Adapun lokasi penemuannya adalah Lebak Sibedug (Banten Selatan) serta
Kuningan dan Garut (Jawa Barat).

Kepercayaan Pada Zaman Neolitikum


Manusia pada zaman neolitikum juga mulai mengenal adanya dewa untuk disembah.
Tahap awal yang menunjukkan bahwa manusia memiliki kepercayaan yaitu mereka telah
mengetahui tata cara menguburkan mayat serta upacara pemujaan terhadap para leluhur
dan arwah nenek moyang.
Pada masa ini manusia percaya bahwa jiwa orang yang sudah meninggal akan hidup
di suatu alam yang disebut sebagai alam roh.
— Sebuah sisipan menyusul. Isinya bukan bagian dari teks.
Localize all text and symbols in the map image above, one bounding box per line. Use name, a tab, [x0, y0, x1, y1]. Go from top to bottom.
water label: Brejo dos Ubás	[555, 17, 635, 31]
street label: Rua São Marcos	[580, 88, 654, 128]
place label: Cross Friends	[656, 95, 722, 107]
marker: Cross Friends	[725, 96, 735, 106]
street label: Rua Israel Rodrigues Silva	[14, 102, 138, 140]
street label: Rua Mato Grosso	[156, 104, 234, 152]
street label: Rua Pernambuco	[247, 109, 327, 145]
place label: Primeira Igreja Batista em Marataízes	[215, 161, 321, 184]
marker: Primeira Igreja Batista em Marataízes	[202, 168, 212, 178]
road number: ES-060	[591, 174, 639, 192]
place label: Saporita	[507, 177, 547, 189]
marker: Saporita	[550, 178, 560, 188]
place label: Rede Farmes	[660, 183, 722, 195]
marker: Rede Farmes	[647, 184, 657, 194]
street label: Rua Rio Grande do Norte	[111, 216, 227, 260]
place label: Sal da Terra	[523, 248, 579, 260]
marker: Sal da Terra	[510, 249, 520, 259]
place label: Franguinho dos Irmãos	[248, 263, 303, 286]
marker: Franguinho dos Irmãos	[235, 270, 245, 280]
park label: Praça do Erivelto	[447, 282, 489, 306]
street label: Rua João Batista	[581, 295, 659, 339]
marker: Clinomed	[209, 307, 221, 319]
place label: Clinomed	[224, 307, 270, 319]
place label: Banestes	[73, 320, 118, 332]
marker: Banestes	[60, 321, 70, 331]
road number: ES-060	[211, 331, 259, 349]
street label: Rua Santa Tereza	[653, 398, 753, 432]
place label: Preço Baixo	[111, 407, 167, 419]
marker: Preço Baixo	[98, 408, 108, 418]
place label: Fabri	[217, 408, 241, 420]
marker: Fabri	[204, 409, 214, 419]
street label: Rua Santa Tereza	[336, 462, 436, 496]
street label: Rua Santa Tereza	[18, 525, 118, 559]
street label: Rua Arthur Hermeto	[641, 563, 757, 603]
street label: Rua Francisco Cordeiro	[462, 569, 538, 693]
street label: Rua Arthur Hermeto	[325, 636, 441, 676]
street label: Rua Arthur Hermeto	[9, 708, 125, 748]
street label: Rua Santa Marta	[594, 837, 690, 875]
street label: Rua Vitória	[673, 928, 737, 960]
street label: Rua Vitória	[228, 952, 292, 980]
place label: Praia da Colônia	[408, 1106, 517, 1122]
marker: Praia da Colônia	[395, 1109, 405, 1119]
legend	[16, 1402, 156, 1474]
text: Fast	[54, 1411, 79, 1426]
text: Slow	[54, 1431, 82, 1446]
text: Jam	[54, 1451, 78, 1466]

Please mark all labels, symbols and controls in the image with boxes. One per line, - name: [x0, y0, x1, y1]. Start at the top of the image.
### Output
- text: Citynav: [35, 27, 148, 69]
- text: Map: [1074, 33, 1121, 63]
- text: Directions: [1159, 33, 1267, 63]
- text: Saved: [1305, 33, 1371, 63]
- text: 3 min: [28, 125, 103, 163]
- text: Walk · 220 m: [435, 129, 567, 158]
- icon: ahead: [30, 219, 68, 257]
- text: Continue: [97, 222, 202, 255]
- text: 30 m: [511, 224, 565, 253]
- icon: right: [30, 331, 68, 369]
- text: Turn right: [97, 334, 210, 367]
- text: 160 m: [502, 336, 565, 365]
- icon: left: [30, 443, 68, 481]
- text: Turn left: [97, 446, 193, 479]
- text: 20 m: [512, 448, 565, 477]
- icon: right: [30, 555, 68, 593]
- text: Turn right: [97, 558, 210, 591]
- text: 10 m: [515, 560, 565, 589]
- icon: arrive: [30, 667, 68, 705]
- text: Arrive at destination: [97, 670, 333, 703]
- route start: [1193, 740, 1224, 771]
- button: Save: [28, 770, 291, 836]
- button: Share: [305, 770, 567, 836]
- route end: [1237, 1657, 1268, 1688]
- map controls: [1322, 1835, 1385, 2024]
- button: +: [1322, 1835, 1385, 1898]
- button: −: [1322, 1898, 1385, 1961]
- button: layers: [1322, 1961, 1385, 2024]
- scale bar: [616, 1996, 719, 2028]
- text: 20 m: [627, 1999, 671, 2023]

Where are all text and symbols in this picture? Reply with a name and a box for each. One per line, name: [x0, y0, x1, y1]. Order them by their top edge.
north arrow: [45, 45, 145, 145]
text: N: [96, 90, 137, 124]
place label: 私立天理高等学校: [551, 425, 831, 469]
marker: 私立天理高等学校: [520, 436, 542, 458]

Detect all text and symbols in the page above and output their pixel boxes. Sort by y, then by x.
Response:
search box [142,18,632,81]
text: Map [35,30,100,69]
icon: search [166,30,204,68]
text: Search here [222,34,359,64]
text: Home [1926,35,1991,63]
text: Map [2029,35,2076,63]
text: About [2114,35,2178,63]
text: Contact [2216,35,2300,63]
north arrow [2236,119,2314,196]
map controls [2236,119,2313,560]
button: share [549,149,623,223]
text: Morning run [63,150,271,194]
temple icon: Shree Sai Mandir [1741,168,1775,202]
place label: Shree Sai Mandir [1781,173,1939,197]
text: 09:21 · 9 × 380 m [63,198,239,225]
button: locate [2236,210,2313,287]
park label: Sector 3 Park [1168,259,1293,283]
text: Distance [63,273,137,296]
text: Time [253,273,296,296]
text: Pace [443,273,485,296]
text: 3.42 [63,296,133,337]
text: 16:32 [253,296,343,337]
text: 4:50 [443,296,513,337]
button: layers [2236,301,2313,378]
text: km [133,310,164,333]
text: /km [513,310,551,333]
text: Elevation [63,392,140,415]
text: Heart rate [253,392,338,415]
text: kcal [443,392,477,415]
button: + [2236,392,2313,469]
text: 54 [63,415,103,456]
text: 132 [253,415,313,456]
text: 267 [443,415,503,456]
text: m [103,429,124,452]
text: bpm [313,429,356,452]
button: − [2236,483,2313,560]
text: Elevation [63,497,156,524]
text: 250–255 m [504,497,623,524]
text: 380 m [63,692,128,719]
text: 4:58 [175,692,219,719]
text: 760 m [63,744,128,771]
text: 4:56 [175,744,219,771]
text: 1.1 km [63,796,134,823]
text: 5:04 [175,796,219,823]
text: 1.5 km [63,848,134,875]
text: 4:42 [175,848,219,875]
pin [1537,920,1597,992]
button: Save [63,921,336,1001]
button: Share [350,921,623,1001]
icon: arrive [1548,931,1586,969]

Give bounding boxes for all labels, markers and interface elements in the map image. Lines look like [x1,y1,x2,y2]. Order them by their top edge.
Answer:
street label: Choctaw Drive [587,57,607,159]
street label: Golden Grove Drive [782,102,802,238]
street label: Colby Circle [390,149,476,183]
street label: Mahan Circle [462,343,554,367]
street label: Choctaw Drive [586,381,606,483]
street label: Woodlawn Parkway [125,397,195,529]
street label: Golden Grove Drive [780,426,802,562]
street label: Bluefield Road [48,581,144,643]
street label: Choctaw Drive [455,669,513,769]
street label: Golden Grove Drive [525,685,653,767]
Roh setiap orang pada alam tersebut
mempunyai tempat yang berbeda.
Hal tersebut tergantung pada amal perbuatan mereka ketika masih hidup dan
seberapa besar upacara penguburan yang dilaksanakan.
Adapun leluhur yang meninggal pada zaman neolitikum dibuatkan upacara
penguburan sesuai dengan kepercayaan mereka. Ada dua cara penguburan yang diterapkan
manusia pada zaman tersebut yaitu penguburan langsung dan penguburan tidak langsung.
1. Penguburan Langsung
Cara penguburan langsung yaitu mayat dikuburkan satu kali saja. Dalam hal
ini mayat langsung dikubur di dalam tanah atau juga bisa dengan menggunakan peti
atau wadah, lalu dikuburkan dalam tanah dengan diiringi upacara tertentu.
Peletakan mayat di dalam tanah mempunyai teknik tersendiri. Ada dua cara
yang bisa dilakukan yaitu mayat diletakkan secara membujur dan diletakkan secara
meringkuk atau terlipat. Arah mayat dibaringkan yaitu menghadap ke tempat arwah
nenek moyang dan roh bersemayam biasanya puncak gunung.
Manusia yang sudah meninggal tersebut juga diberi bekal berupa seekor
anjing, seekor unggas, dan juga manik-manik yang akan menemani menuju dunia
roh. Sistem penguburan langsung umumnya dilakukan di wilayah Anyer (Jawa Barat)
dan Plawangan (Jawa Tengah).
2. Penguburan tidak langsung
Berbeda dengan cara penguburan sebelumnya, teknik penguburan tidak
langsung harus melalui beberapa tahap. Pertama, mayat dikuburkan seperti cara
penguburan langsung yaitu dimakamkan di dalam tanah tanpa melalui suatu upacara
tertentu. Setelah itu akan dilanjutkan kembali ketika mayat tinggal kerangka saja.
Makan tersebut digali kembali untuk mengambil kerangka sisa mayat, lalu
kerangka tersebut dicuci, kemudian diberikan hematit pada bagian sendi-sendi
tulang. Selanjutnya kerangka tersebut diletakkan pada tempayan yang dikenal
dengan sebutan sarkofagus.
Puncak dari kegiatan upacara penguburan adalah pendirian bagunan batu
berukuran besar yang disebut sebagai megalith. Metode penguburan tidak langsung
umumnya diterapkan di wilayah Lesung Batu (Sumatera Selatan), Gilimanuk (Bali),
Melolo (Sumba), dan juga Lomblen Flores (Nusa Tenggara Timur).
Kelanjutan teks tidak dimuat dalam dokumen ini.